Will Woman Save the Earth? - New Environmental Research Conducted in Hungary

  • 4 Mar 2022 6:50 AM
Will Woman Save the Earth? - New Environmental Research Conducted in Hungary
Women are more concerned about the environment than men. At least that's what new research shows. The questions were asked to more than 2500 people in the region, across 8 countries: including Hungary, Bulgaria, Czech Republic, Germany, Latvia, Lithuania, Romania and Slovakia.

The poll showed there are many other individual, social, and cultural factors that influence public understanding of the green issue. Now we explore how views on climate change differ between men and women.

Extensive research from 8 countries has now shown:

Nowadays Climate change is the 5th biggest problem for people.  (The most perceived problems: Income inequality,  health care provision,  familiar financial insecurity, and corruption.) This issue seems to be far more important to women than to men.

The socio-demographic characteristics of the research showed that 71% of women believe that global warming is a real problem. Only 60% of men today think climate change is dangerous. It was also found that women (81%) are more likely to think they are responsible for their actions than men (72%).

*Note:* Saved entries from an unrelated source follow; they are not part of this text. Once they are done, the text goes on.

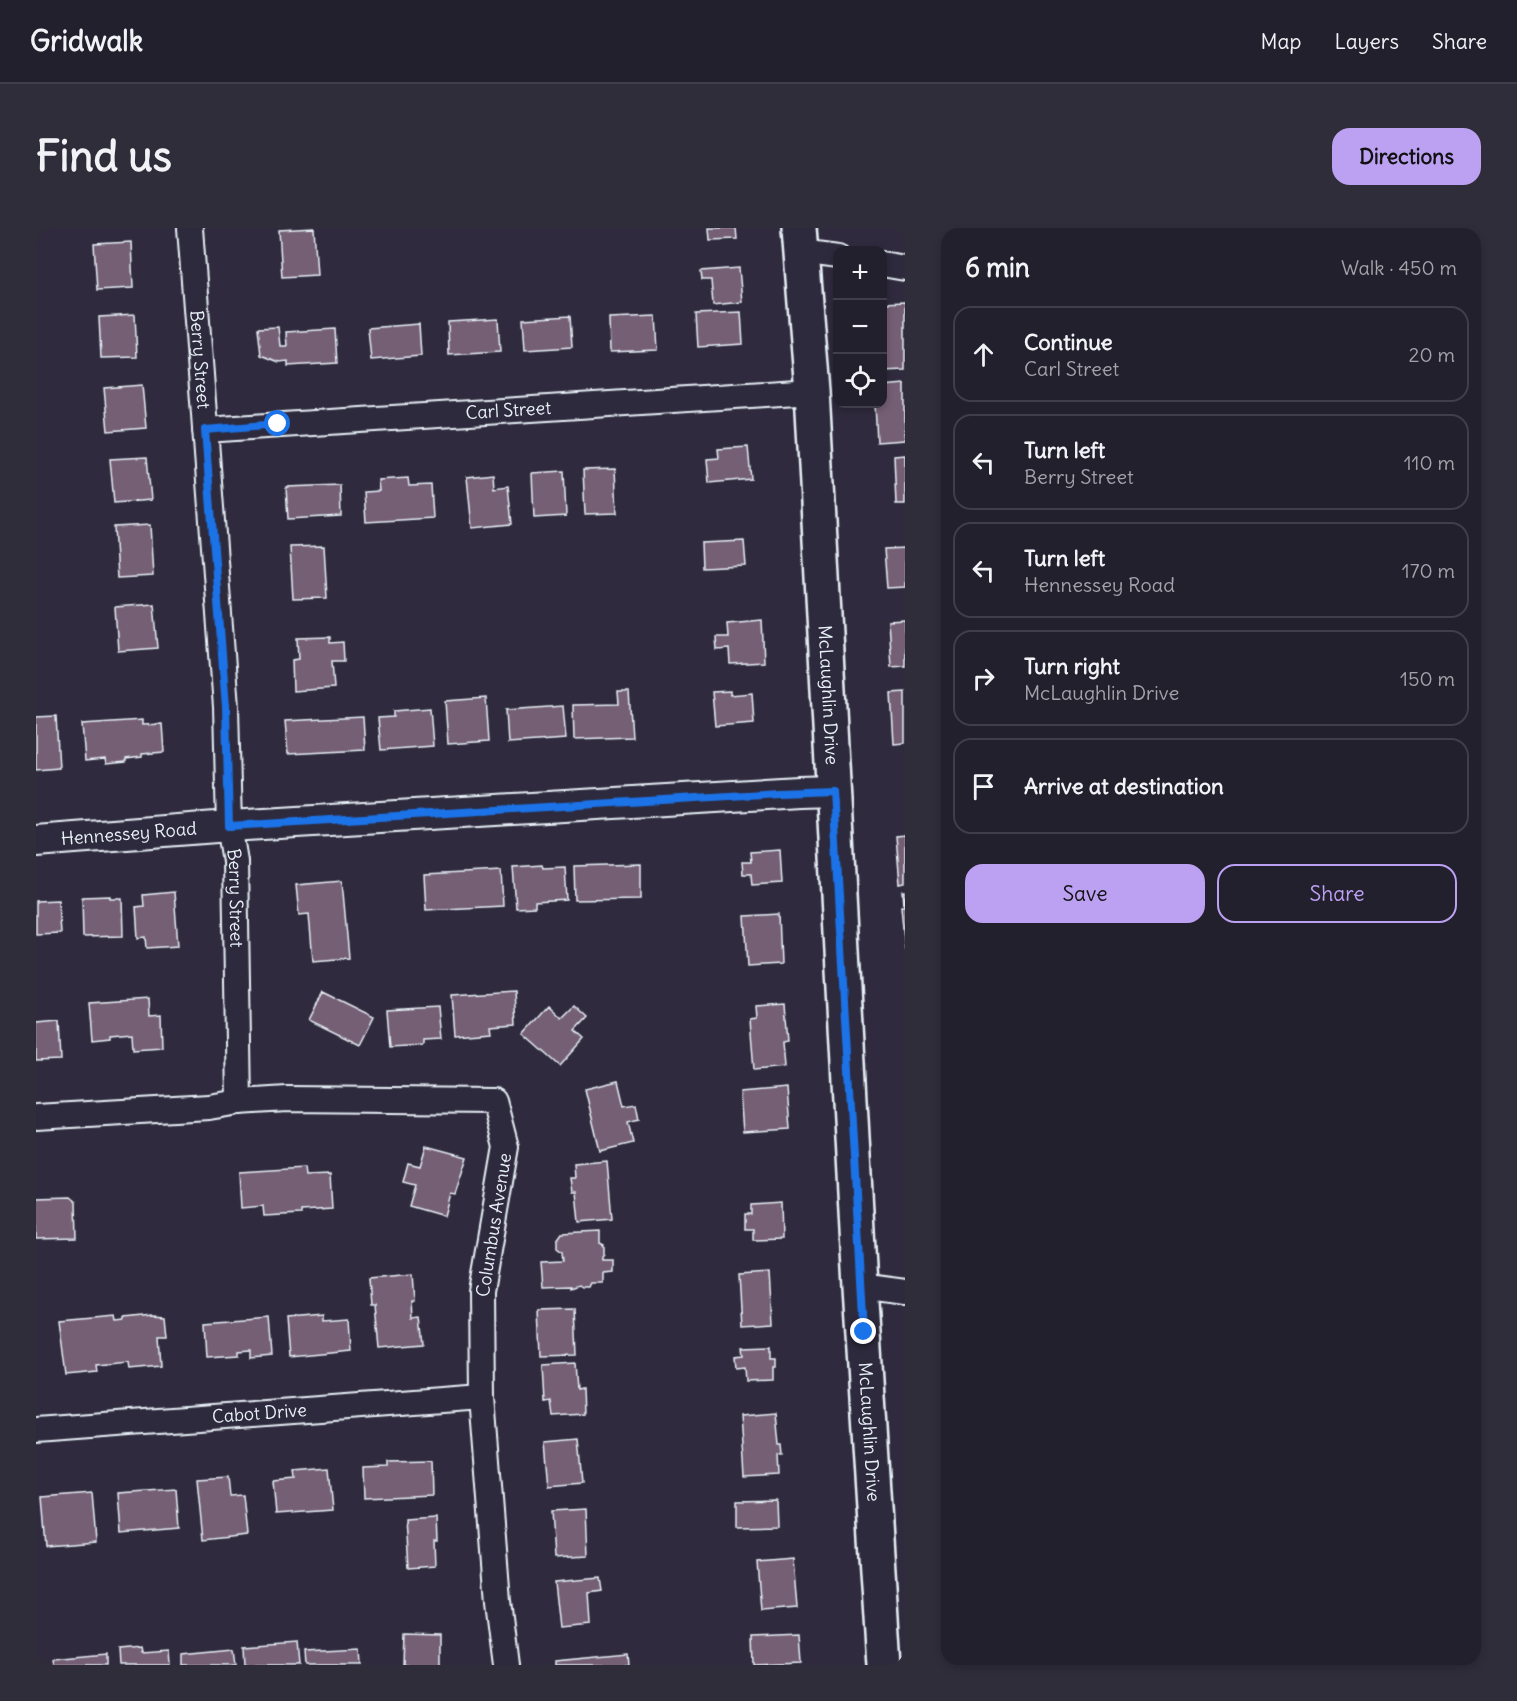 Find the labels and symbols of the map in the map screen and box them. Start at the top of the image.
street label: Berry Street [185,309,216,410]
street label: Carl Street [465,396,552,424]
route start [264,410,290,436]
street label: McLaughlin Drive [814,625,844,765]
street label: Hennessey Road [60,817,198,850]
street label: Berry Street [222,847,248,948]
street label: Columbus Avenue [471,1151,516,1299]
route end [850,1318,876,1344]
street label: McLaughlin Drive [854,1361,886,1502]
street label: Cabot Drive [211,1398,308,1428] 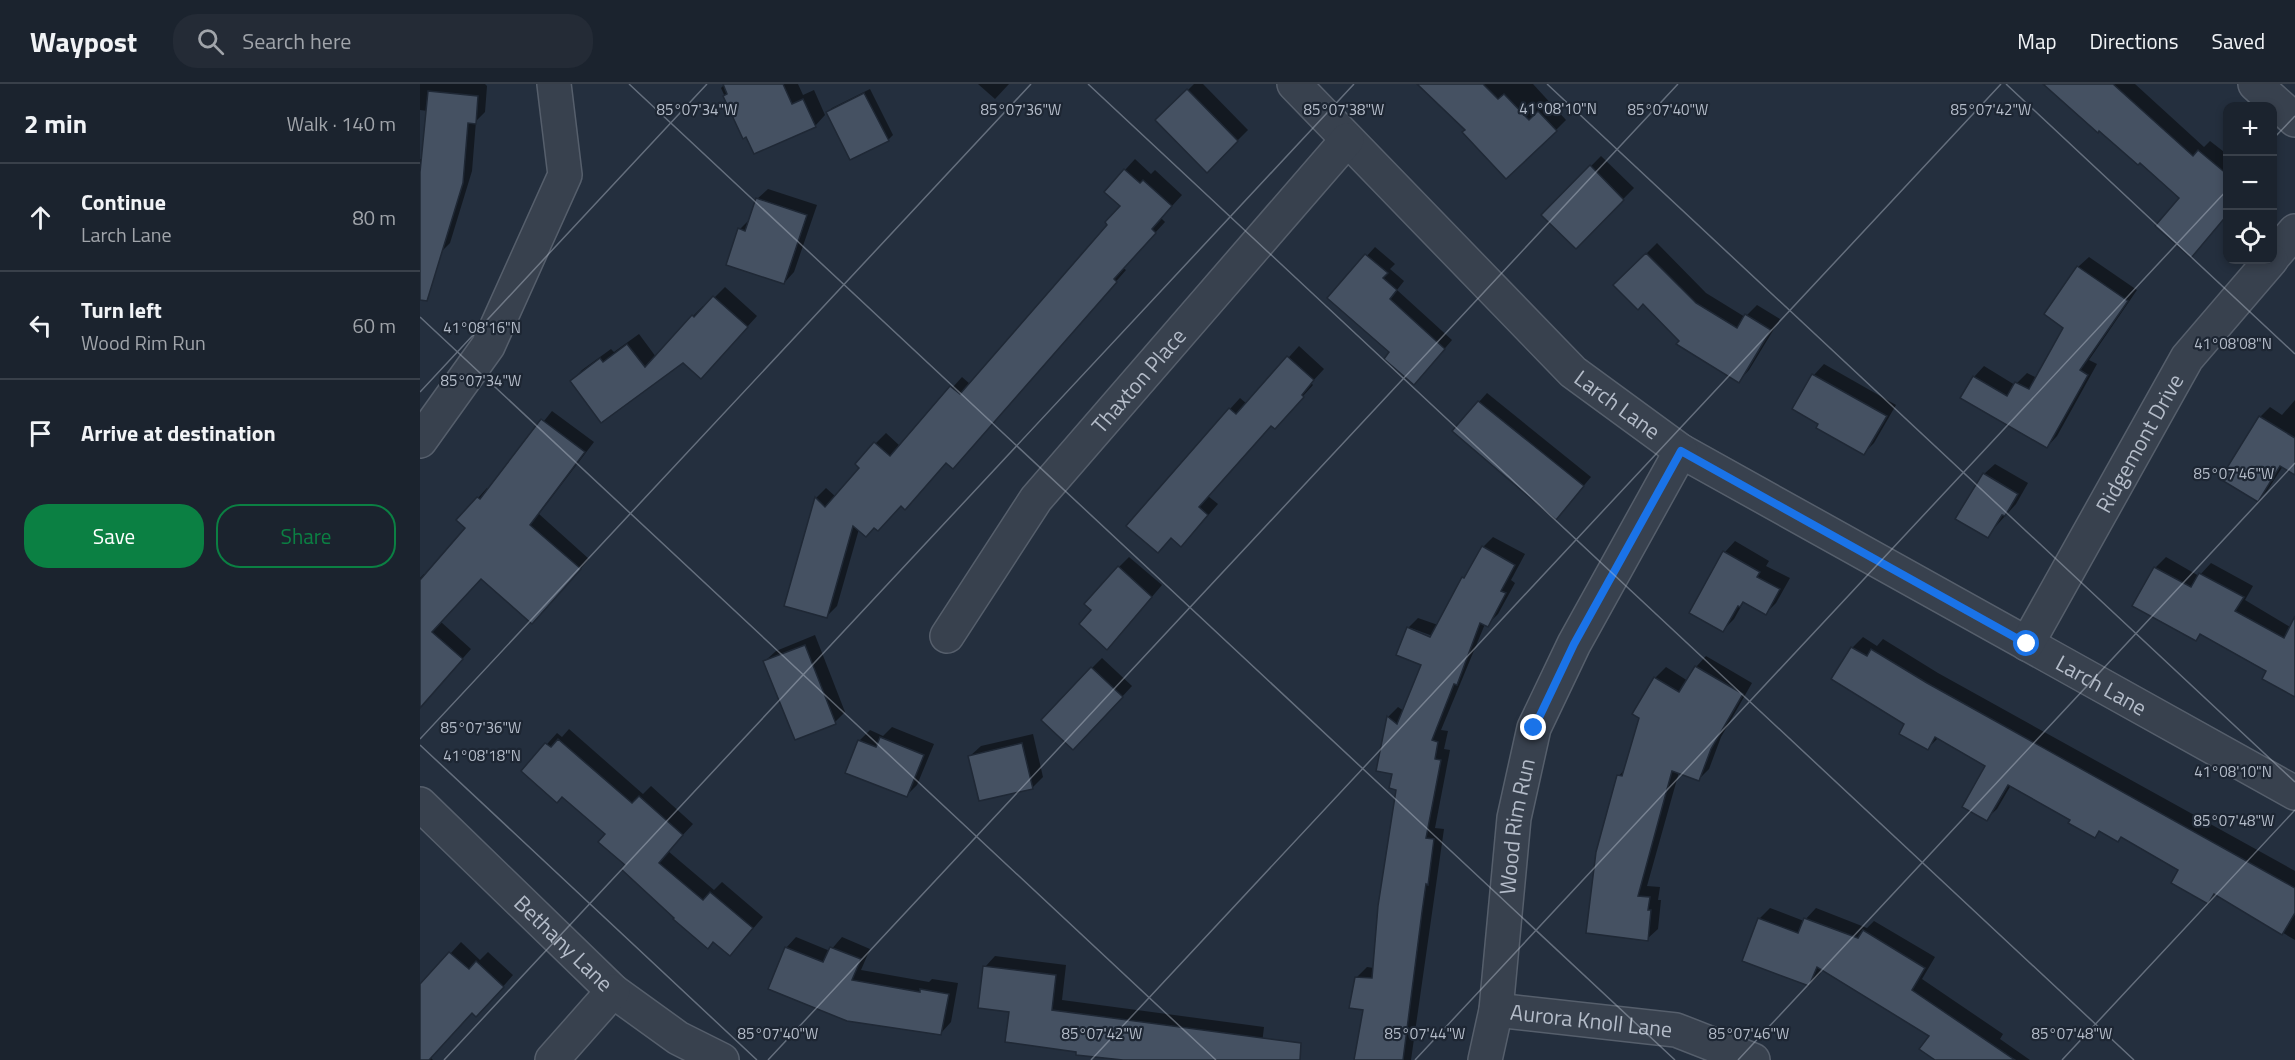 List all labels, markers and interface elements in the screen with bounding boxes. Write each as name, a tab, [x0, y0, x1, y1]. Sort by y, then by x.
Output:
search box	[173, 14, 593, 68]
text: Waypost	[30, 20, 137, 63]
text: Search here	[242, 24, 351, 58]
icon: search	[194, 25, 227, 58]
text: Map	[2017, 25, 2057, 57]
text: Directions	[2090, 25, 2179, 57]
text: Saved	[2212, 25, 2265, 57]
text: 41°08'10"N	[1519, 97, 1597, 120]
text: 85°07'34"W	[657, 98, 737, 121]
text: 85°07'36"W	[981, 98, 1061, 121]
text: 85°07'38"W	[1304, 98, 1384, 121]
text: 85°07'40"W	[1628, 98, 1708, 121]
text: 85°07'42"W	[1951, 98, 2031, 121]
map controls	[2223, 102, 2277, 264]
button: +	[2223, 102, 2277, 156]
text: 2 min	[24, 104, 87, 143]
text: Walk · 140 m	[287, 108, 396, 139]
button: −	[2223, 156, 2277, 210]
text: Continue	[81, 185, 166, 219]
icon: ahead	[24, 201, 57, 234]
text: 80 m	[352, 202, 396, 233]
button: locate	[2223, 210, 2277, 264]
text: Larch Lane	[81, 219, 172, 250]
text: Turn left	[81, 293, 162, 327]
icon: left	[24, 309, 57, 342]
text: 60 m	[352, 310, 396, 341]
text: 41°08'16"N	[443, 316, 521, 339]
street label: Thaxton Place	[1083, 320, 1194, 441]
text: Wood Rim Run	[81, 327, 206, 358]
text: 41°08'08"N	[2194, 332, 2272, 355]
street label: Larch Lane	[1567, 361, 1668, 448]
street label: Ridgemont Drive	[2087, 367, 2192, 519]
text: 85°07'34"W	[441, 369, 521, 392]
text: Arrive at destination	[81, 416, 276, 450]
icon: arrive	[24, 417, 57, 450]
text: 85°07'46"W	[2194, 462, 2274, 485]
button: Save	[24, 504, 204, 568]
button: Share	[216, 504, 396, 568]
route start	[2013, 630, 2039, 656]
street label: Larch Lane	[2050, 646, 2153, 724]
route end	[1520, 714, 1546, 740]
text: 85°07'36"W	[441, 716, 521, 739]
text: 41°08'18"N	[443, 744, 521, 767]
street label: Wood Rim Run	[1490, 755, 1544, 896]
text: 41°08'10"N	[2194, 760, 2272, 783]
text: 85°07'48"W	[2194, 809, 2274, 832]
street label: Bethany Lane	[506, 887, 621, 1000]
street label: Aurora Knoll Lane	[1509, 995, 1674, 1046]
text: 85°07'40"W	[738, 1022, 818, 1045]
text: 85°07'42"W	[1062, 1022, 1142, 1045]
text: 85°07'44"W	[1385, 1022, 1465, 1045]
text: 85°07'46"W	[1709, 1022, 1789, 1045]
text: 85°07'48"W	[2032, 1022, 2112, 1045] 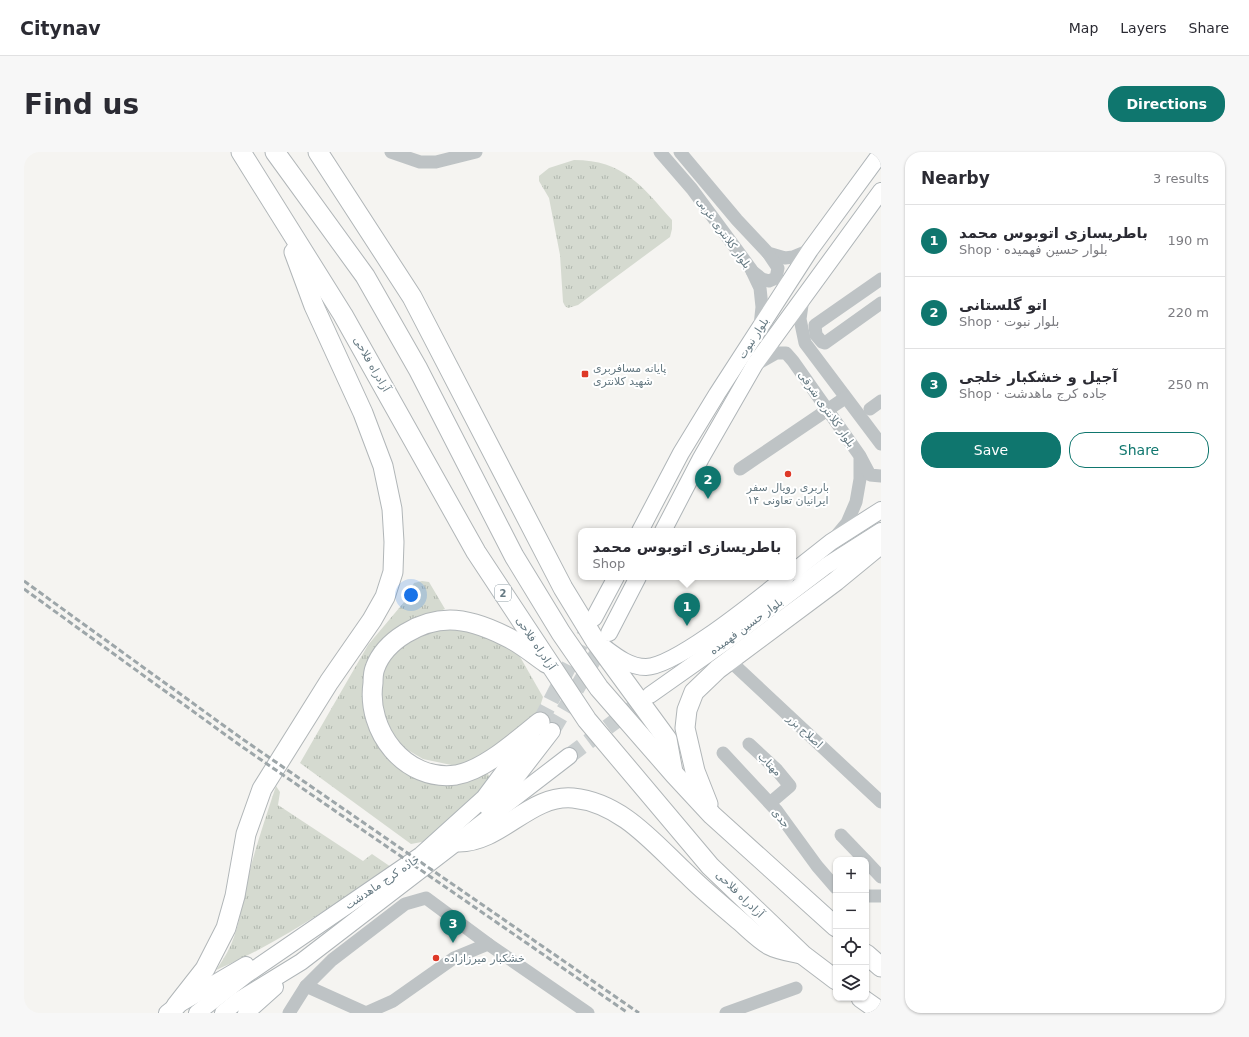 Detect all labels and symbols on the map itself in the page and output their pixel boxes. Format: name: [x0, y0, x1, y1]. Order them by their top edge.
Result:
street label: بلوار کلانتری غربی: [693, 195, 754, 271]
street label: بلوار نبوت: [735, 315, 772, 361]
street label: آزادراه فلاحی: [351, 334, 394, 395]
place label: پایانه مسافربری شهید کلانتری: [593, 362, 666, 388]
marker: پایانه مسافربری شهید کلانتری: [580, 369, 590, 379]
street label: بلوار کلانتری شرقی: [795, 369, 858, 450]
pin: 2: [695, 466, 721, 499]
marker: باربری رویال سفر ایرانیان تعاونی ۱۴: [783, 469, 793, 479]
place label: باربری رویال سفر ایرانیان تعاونی ۱۴: [746, 481, 829, 507]
your location: [401, 585, 421, 605]
road number: 2: [495, 585, 511, 601]
pin: 1: [674, 593, 700, 626]
street label: بلوار حسین فهمیده: [707, 595, 786, 657]
street label: آزادراه فلاحی: [513, 613, 560, 673]
street label: اصلاح بزر: [783, 711, 825, 751]
street label: مهتاب: [755, 750, 784, 779]
street label: جدی: [769, 806, 792, 831]
street label: جاده کرج ماهدشت: [343, 853, 422, 912]
street label: آزادراه فلاحی: [713, 868, 768, 921]
pin: 3: [440, 910, 466, 943]
place label: خشکبار میرزازاده: [444, 952, 525, 965]
marker: خشکبار میرزازاده: [431, 953, 441, 963]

Women consistently have higher risk perceptions that global climate change will harm them personally, and will harm people in the world. plants and animals, and future generations of people.

Researchers think this difference can also be used for good purposes. Improving the education of women and girls represents one of the top solutions to reducing greenhouse gas emissions that cause global warming— Women in leadership positions can also foster climate policy solutions. Gender equality and state-level environmental protection need to be addressed more in education.

In addition, women in government positions should be more likely than men to join international agreements to reduce global warming. It is therefore necessary to strengthen the promotion of the participation of different women in leadership positions.

András Sztaniszláv, communication lead for GameOn project added: Climate change is undoubtedly one of the most serious global challenges today, which will increasingly impact the younger generation in the coming decades. Thus, the ‘Game On’ project takes a broad approach on how climate change impacts all life on Earth and how our choices affect the ecosystems in order to capitalize on the strong synergies in an emotional, life -centered communication campaign .

The aim of the research is to support the multi - dimensional and cross -country campaign with identifying the most appropriate messages and channels for communication actions.

He also added that  Game On will share the research results with university students so that they can use these for their dissertations. In addition, we also stifle sharing data with high school teachers to be able to talk to kids about climate change in class. We hope that school lessons will be much more exciting and efficient with the new solutions.